Robinson would come in and immediately be the best receiver in this room not named Calvin Ridley, who is the best on paper but still a big question mark in practice for a handful of reasons. He may not even be in Tennessee by opening day.
Robinson is Daboll’s guy. He knows him well, and he knows how to best use him. You’d have to work out the division of slot snaps with Chimere Dike, who played roughly 2/3 of his offensive snaps as this team’s big slot. There’s overlap there, but not a completely redundant skillset. If Daboll thinks he could use both of them effectively in his scheme, the Titans could consider throwing their cap space weight around to land a rare young WR on the open market.
Why Wan’Dale Robinson might not fit in Tennessee
First things first, I won’t be surprised one bit if Robinson doesn’t reach the market in the first place. A wise rule of thumb with any attractive receiver whose contract is up is to assume their current team signs them before he gets to shop around. Every single year, we see the most talked-about “free agent” receivers get locked up before the beginning of free agency. It turns out, teams are willing to spend in order to keep good receivers! And while a new coaching staff and the return of Malik Nabers makes it plausible we see Robinson test the market, it feels like a coin flip at the very best.
But even if he reaches the free agency, should the Titans be the in the market for such an expensive option? After the spending spree this team went on in 2024, fans should feel a little more hesitant to go bananas over big ticket items this time around. Banking on being the rare exception of a team that spends big on premium positions in free agency, “winning” the offseason, and it leading to overwhelmingly positive results is just bad process. I know that Mike Borgonzi and Chad Brinker believe this, because I’ve heard them say it to my face more than once. Winners are built in the draft and supplemented in free agency, not the other way around.

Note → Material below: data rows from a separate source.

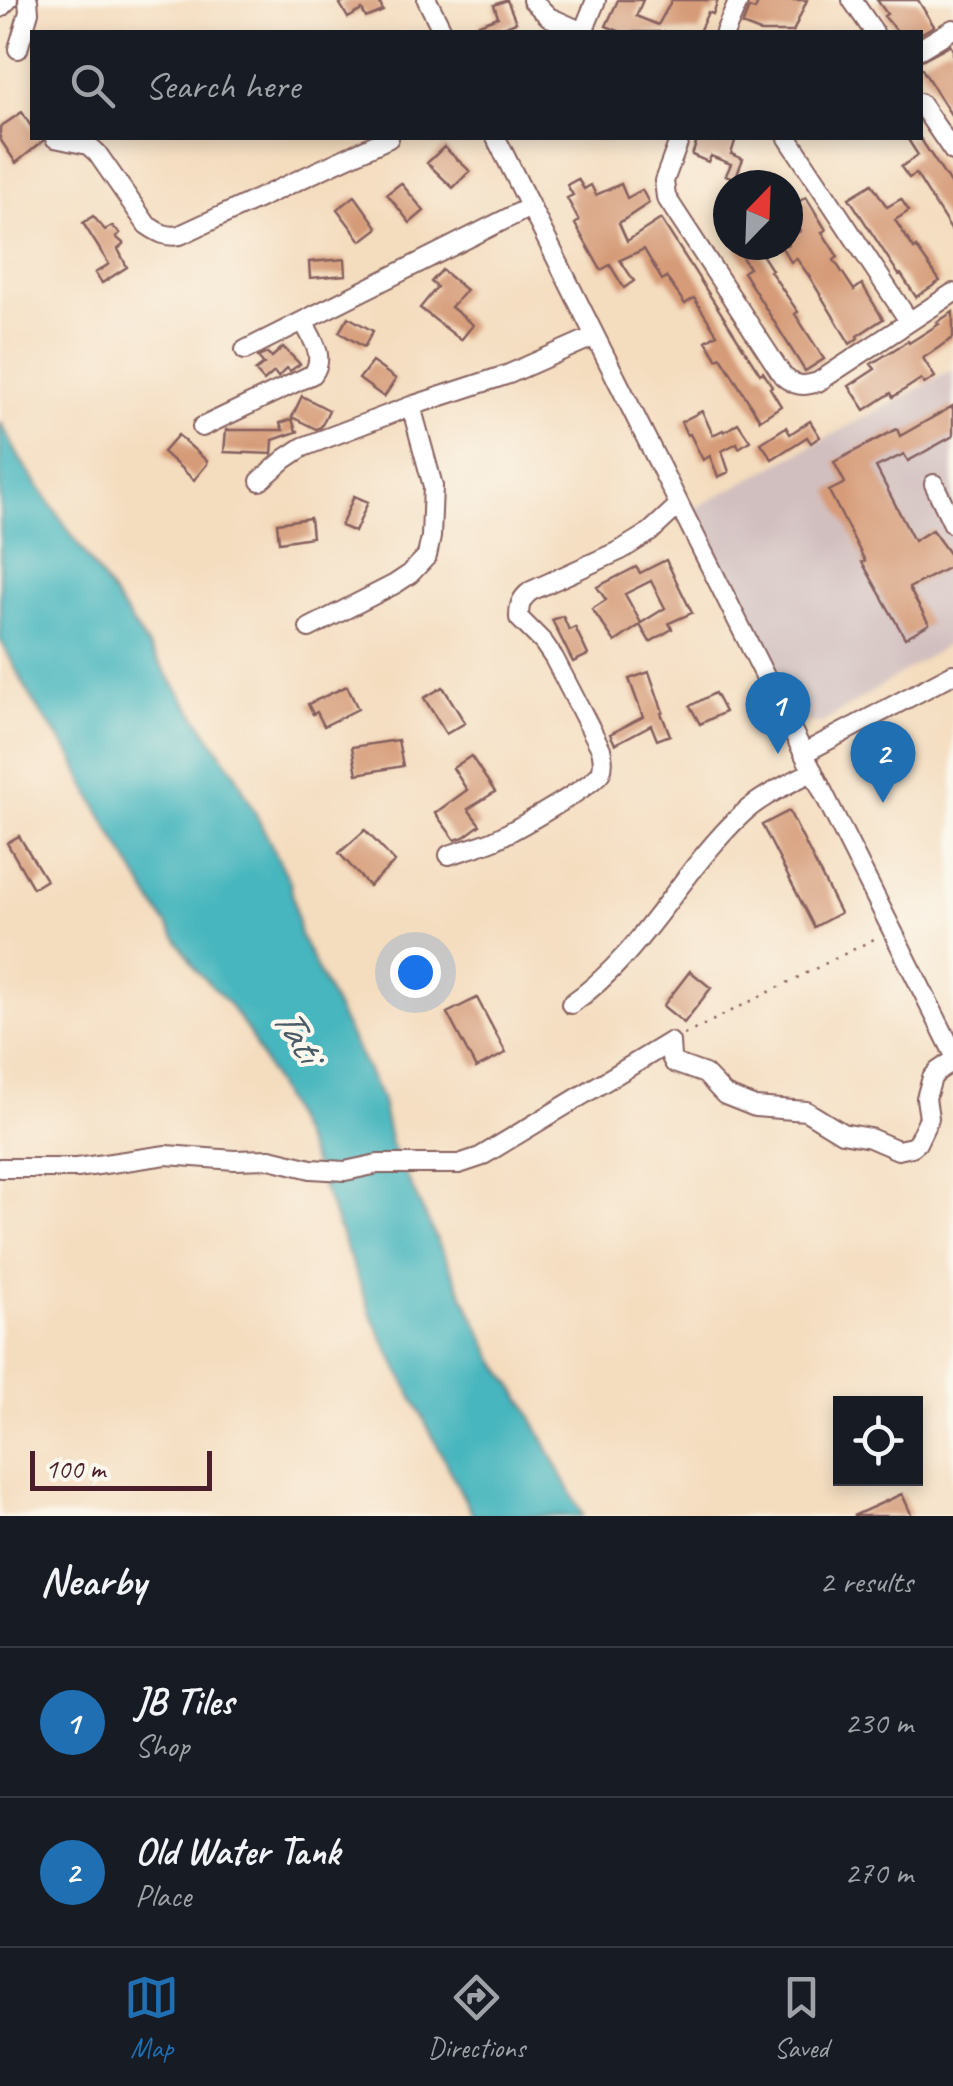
<!DOCTYPE html>
<style>
body{margin:0;font-family:Caveat,sans-serif;background:#20242c;color:#f1f3f6}
.controls{position:absolute;right:30px;bottom:30px;display:grid;overflow:hidden;border-radius:0px;box-shadow:0 5px 15px #0003}
.controls button{width:90px;height:90px;display:grid;place-items:center;padding:0;border:0;border-bottom:2px solid #363941;background:#171b24;color:#f1f3f6;font:50px sans-serif}
.compass{position:absolute;left:713px;top:170px;width:90px;height:90px;border-radius:50%;background:#171b24;box-shadow:0 5px 15px #0003;rotate:23deg}
.scale{position:absolute;left:30px;bottom:25px;width:182px;box-sizing:border-box;padding-left:10px;border:5px solid #4a1f2b;border-top:0;font-size:28px;line-height:35px;white-space:nowrap;color:#4a1f2b;-webkit-text-stroke:8px #fbf7ec;paint-order:stroke}
.you{position:absolute;left:415px;top:972px;width:35px;height:35px;margin:-25px;border:8px solid #fff;border-radius:50%;background:#1a73e8;box-shadow:0 0 0 15px #1a73e833}
.badge{display:grid;place-items:center;width:65px;height:65px;border-radius:50%;background:#1f6fb2;color:#fff;font-size:32px;font-weight:700}
.pin{position:absolute;translate:-50% -82px;filter:drop-shadow(0 2px 5px #0008)}
.pin::after{content:'';position:absolute;top:52px;width:35px;height:30px;background:inherit;clip-path:polygon(0 0,100% 0,50% 100%)}
.list{margin:0;padding:0;list-style:none}
h2{display:flex;justify-content:space-between;align-items:center;height:130px;margin:0;padding:0 40px;font-size:42px}
h2 small{font-size:32px;font-weight:400;color:#9ea1a6}
.list li{display:grid;grid-template-columns:65px 1fr auto;gap:30px;align-items:center;box-sizing:border-box;height:150px;padding:0 40px;border-top:2px solid #363941}
.list b{display:block;font-size:38px;white-space:nowrap}
.list p{margin:0;font-size:32px;white-space:nowrap;color:#9ea1a6}
.list em{font-size:32px;font-style:normal;color:#9ea1a6}
.icon{flex:none;width:55px;height:55px;fill:none;stroke:currentColor;stroke-width:2;stroke-linecap:round;stroke-linejoin:round}
.map{position:relative;flex:none;width:953px;height:1516px;overflow:hidden}
.search{position:absolute;background:#171b24;box-shadow:0 5px 15px #0003;left:30px;right:30px;top:30px;height:110px;display:flex;align-items:center;gap:25px;box-sizing:border-box;padding:0 35px;border-radius:0px;color:#9ea1a6;font-size:38px}
.sheet{height:430px;background:#171b24}
nav{display:flex;justify-content:space-around;align-items:center;box-sizing:border-box;height:140px;border-top:2px solid #363941;background:#171b24;font-size:28px;color:#9ea1a6}
nav a{display:grid;justify-items:center;gap:5px}
nav .on{color:#1f6fb2}
.map>svg:first-child{display:block}
.industrial{fill:#d1bfbf}
.water{fill:#46b6be;stroke:#486a74;stroke-width:2.5}
.building{fill:#d69b78;fill-rule:evenodd}
.lines{fill:none;stroke-linecap:round;stroke-linejoin:round}
.minor-casing{stroke:#86615e;stroke-width:22}
.path{stroke:#86615e;stroke-width:2.5;stroke-dasharray:2.5 8;stroke-linecap:butt}
.minor{stroke:#fff;stroke-width:18}
.labels{text-anchor:middle;stroke-width:8;stroke-linejoin:round;paint-order:stroke}
.water-label{font-size:42px;font-style:italic;fill:#485b66;stroke:#fbf7ec}
</style>
<div class="map">
<svg width="953" height="1516" viewBox="0 0 953 1516">
<rect width="100%" height="100%" fill="#fbf7ec"/>
<filter id="ink" filterUnits="userSpaceOnUse"><feTurbulence type="fractalNoise" baseFrequency=".01" numOctaves="2"/><feDisplacementMap in="SourceGraphic" scale="20" xChannelSelector="R" yChannelSelector="G"/><feConvolveMatrix kernelMatrix="1 2 1 2 8 2 1 2 1" color-interpolation-filters="sRGB"/></filter>
<filter id="wash" filterUnits="userSpaceOnUse"><feTurbulence type="fractalNoise" baseFrequency=".0048" numOctaves="4" result="noise"/><feDisplacementMap in="SourceGraphic" scale="40" xChannelSelector="R" yChannelSelector="G"/><feGaussianBlur stdDeviation="2.25" result="paint"/><feColorMatrix in="noise" values="0 0 0 0 0 0 0 0 0 0 0 0 0 0 0 0 0 1.4 0 .05"/><feComposite in="paint" operator="in"/></filter>
<g filter="url(#wash)">
<rect width="100%" height="100%" fill="#f4dcbe"/>
<path class="industrial" d="M953,370v271l-132,83 -22,-3 -109,-210z"/>
<path class="water" d="M0,421l20,38 216,316 54,107 10,53 81,163 10,46 103,215 31,45 58,112h-110l-99,-195 -58,-152 -23,-50 -44,-86 -20,-29 -31,-32 -47,-72 -40,-68 -29,-53 -9,-22 -38,-52 -35,-66z"/>
<g id="blocks">
<path class="building" d="M348,0h33l-2,1 4,10 -17,7 -4,-8 -14,8 -8,-14z
M507,0l9,22 -18,7 2,3h-18l-3,-8 19,-7 -4,-12z
M618,0h25l-7,16 22,9 14,-25h46l-5,14 -5,-2 -9,20h-78l-15,-6z
M759,0h48l-14,32h-33l-18,-7 7,-17 6,2z
M877,0h41l16,26 -14,8 -22,-2 -14,-16 3,-2z
M950,45l3,5v68l-33,-52v-5z
M22,112l10,16v10h11v3l-27,22 -16,-24v-12z
M698,138h38l-5,16 12,5 -8,20 -9,-4 5,-11 -20,-8 -3,6 -16,-7z
M907,138h13l33,50v45l-37,-59 -7,4 -8,-11 17,-12z
M444,147l26,24 -17,17 -26,-25z
M578,179l6,10 7,-4 5,10 25,-11 6,14 15,-8 7,13 -30,20 8,18 34,-22 99,155 3,-2 9,14 -2,2 11,18 -21,14 -39,-63 -4,2 -11,-18 11,-7 -23,-36 -9,6 -19,-27 -4,3 -18,-31 -24,11 14,21 -10,7 -14,-23 -9,5 -26,-46 4,-3 -12,-23 6,-3 -6,-10z
M401,183l23,28 -14,12 -23,-29z
M872,184l15,23 14,-8 8,12 -14,9 19,29 2,-2 24,34 -24,16 -15,-23 -2,1 -50,-77z
M355,196l23,32 -17,13 -24,-32z
M806,197l20,33 -4,2 16,25 -4,3 20,30 8,-6 21,35 -26,17 1,2 -8,6 -41,-68 -13,-18 -5,4 -11,-17h8v-5l12,-9 -12,-18v-4z
M93,216l12,14 7,-4 8,7 -4,4 8,7 -6,5 9,18 -25,16 -7,-10 14,-9 -26,-41z
M734,245h22l16,25 -2,1 28,41 -3,2 29,45 -19,12 -62,-99 6,-4z
M345,259l1,16 -36,3 -1,-16z
M442,270l24,20 -15,17 22,18 -12,15 -41,-32 17,-21 -6,-5z
M953,312v26l-30,20 12,19 -11,7 -3,-5 -28,18 -2,-4 -26,17 -16,-24 26,-17 -4,-5 37,-23 1,2 30,-19 -2,-2z
M348,317l25,14 -9,16 -25,-15z
M283,347l17,17 -10,7 -3,-3 -9,9 -4,-5 -10,9 -9,-10 9,-7 -6,-7 9,-4 5,4z
M372,362l24,17 -12,18 -25,-18z
M302,396l27,14 -8,17 -5,2 -24,-12z
M953,406v30l-45,25 -4,-7 -28,13 38,74 18,-11 21,29v6l-44,23 20,36 -24,14 -43,-76 3,-1 -36,-70 16,-8 -11,-21 63,-33 3,7z
M702,411l11,24 10,-5 1,2 14,-9 12,18 -11,7 -2,-5 -15,8 7,21 -11,5 -8,-21 -7,4 -13,-26 -3,1 -6,-13z
M292,419l4,12h3l-26,9 -1,14 -48,-2 2,-22h57l-3,-7z
M810,421l10,16 -9,6 -4,-6 -35,22 -11,-16 25,-16 4,7z
M178,435l29,26v3l-13,16 -31,-28z
M354,496l14,6 -13,30 -14,-6z
M310,518l2,19 -33,5 -2,-19z
M666,560l26,53 -23,10 3,6 -22,13 -10,-17 -25,17 -23,-33 14,-9 -9,-13 39,-20 4,6zM651,581l14,27 -24,15 -16,-29z
M563,616l6,14 6,-3 13,28 -15,7 -21,-42z
M649,672l14,40 -2,1 9,22 -13,5 -6,-15 -36,19 -5,-10 33,-17 -14,-38z
M347,686l11,23 -34,17 -7,-14 -4,2 -5,-10z
M443,687l22,36 -19,11 -22,-36z
M715,693l10,19 -25,12 -10,-18z
M398,740l5,26 -46,8 -5,-27z
M471,756l24,36 -27,17 12,16 -16,12 -9,3 -20,-27 32,-23 -14,-22z
M789,811l51,102 -26,14 -52,-102z
M365,830l30,32 -26,24 -30,-33z
M19,836l27,44 -13,8 -26,-45z
M690,971l21,17 -27,35 -21,-17z
M477,998l29,55 -30,15 -29,-55z
M902,1494l10,22h-59z"/>
</g>
</g>
<g filter="url(#ink)">
<use href="#blocks" fill-opacity="0" stroke="#86615e" stroke-width="2.5"/>
<g class="lines">
<defs>
<path id="minor" d="M427,0l16,32
M532,0l17,17 34,15
M852,0l22,32
M0,8l8,-8
M583,32l13,-32
M725,32l14,-32
M18,49l11,-37 -1,-12
M920,49l33,-20
M920,103l33,48
M55,138l33,7 9,8 50,72c10,7 20,13 33,10l209,-97
M496,138l457,914
M680,138l-16,43 2,16 117,179c12,10 20,11 35,6l135,-89
M788,138l121,183
M245,350l285,-143
M202,427l111,-53c13,-18 -1,-35 -10,-53
M260,481l25,-22 18,-12 108,-41 98,-32 86,-38
M934,484l19,40
M309,628l86,-44 15,-10 17,-18 4,-19 2,-51 -22,-80
M804,753l149,-79
M449,855c15,-5 31,-9 45,-15 17,-8 101,-55 107,-68 3,-7 2,-15 0,-23l-47,-91 -11,-16 -24,-24c0,-12 1,-19 12,-27l90,-41 29,-18 29,-27
M571,1004c71,-49 108,-130 170,-189 20,-19 48,-31 72,-44
M0,1168h77l89,-13 69,5 35,-1 41,10 34,2 33,-7h81l21,-7 190,-115 1,15 3,6 31,11 20,21 30,12 51,4 36,22 28,5 28,12 14,-3 5,-4 12,-25 -3,-20 6,-20 6,-7 15,-10"/>
</defs>
<use href="#minor" class="minor-casing"/>
<path class="path" d="M684,1035l194,-98"/>
<use href="#minor" class="minor"/>
</g>
</g>
<g class="labels">
<g class="water-label">
<text transform="translate(299 1033) rotate(59)" y="15">Tati</text>
</g>
</g>
</svg>
<div class="controls">
<button><svg class="icon" aria-label="locate" viewBox="0 0 24 24"><circle cx="12" cy="12" r="6"/><path d="M12 2v4M12 18v4M2 12h4M18 12h4"/></svg></button>
</div>
<svg class="compass" viewBox="-18 -18 36 36"><path d="M0-13l5 13h-10z" fill="#e53935"/><path d="M0 13l5-13h-10z" fill="#9ea1a6"/></svg>
<div class="scale">100 m</div>
<div class="you"></div>
<div class="pin badge" style="left:778px;top:754px">1</div>
<div class="pin badge" style="left:883px;top:803px">2</div>
<div class="search"><svg class="icon" aria-label="search" viewBox="0 0 24 24"><circle cx="10" cy="10" r="6"/><path d="M15 15l6 6"/></svg>Search here</div>
</div>
<section class="sheet">
<h2>Nearby<small>2 results</small></h2>
<ul class="list">
<li><span class="badge">1</span><div><b>JB Tiles</b><p>Shop</p></div><em>230 m</em></li>
<li><span class="badge">2</span><div><b>Old Water Tank</b><p>Place</p></div><em>270 m</em></li>
</ul>
</section>
<nav>
<a class="on"><svg class="icon" aria-label="map" viewBox="0 0 24 24"><path d="M3 6l6-2 6 2 6-2v14l-6 2-6-2-6 2zM9 4v14M15 6v14"/></svg>Map</a>
<a><svg class="icon" aria-label="directions" viewBox="0 0 24 24"><path d="M12 3l9 9-9 9-9-9zM9 14v-3h6M13 9l2 2-2 2"/></svg>Directions</a>
<a><svg class="icon" aria-label="saved" viewBox="0 0 24 24"><path d="M7 4h10v16l-5-4-5 4z"/></svg>Saved</a>
</nav>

Tennessee has an outrageous amount of money they must spend somewhere, so perhaps that’s how they justify going in big on a familiar young face like Robinson. Of all the bigger ticket items out there, he’d be one of the most defensible buys. But there’s still the question of whether he would give Cam Ward a true alpha option. An upgrade? Absolutely. A real WR1? I think not. So are you willing to spend roughly $20M APY on a WR2? These are tricky questions to answer.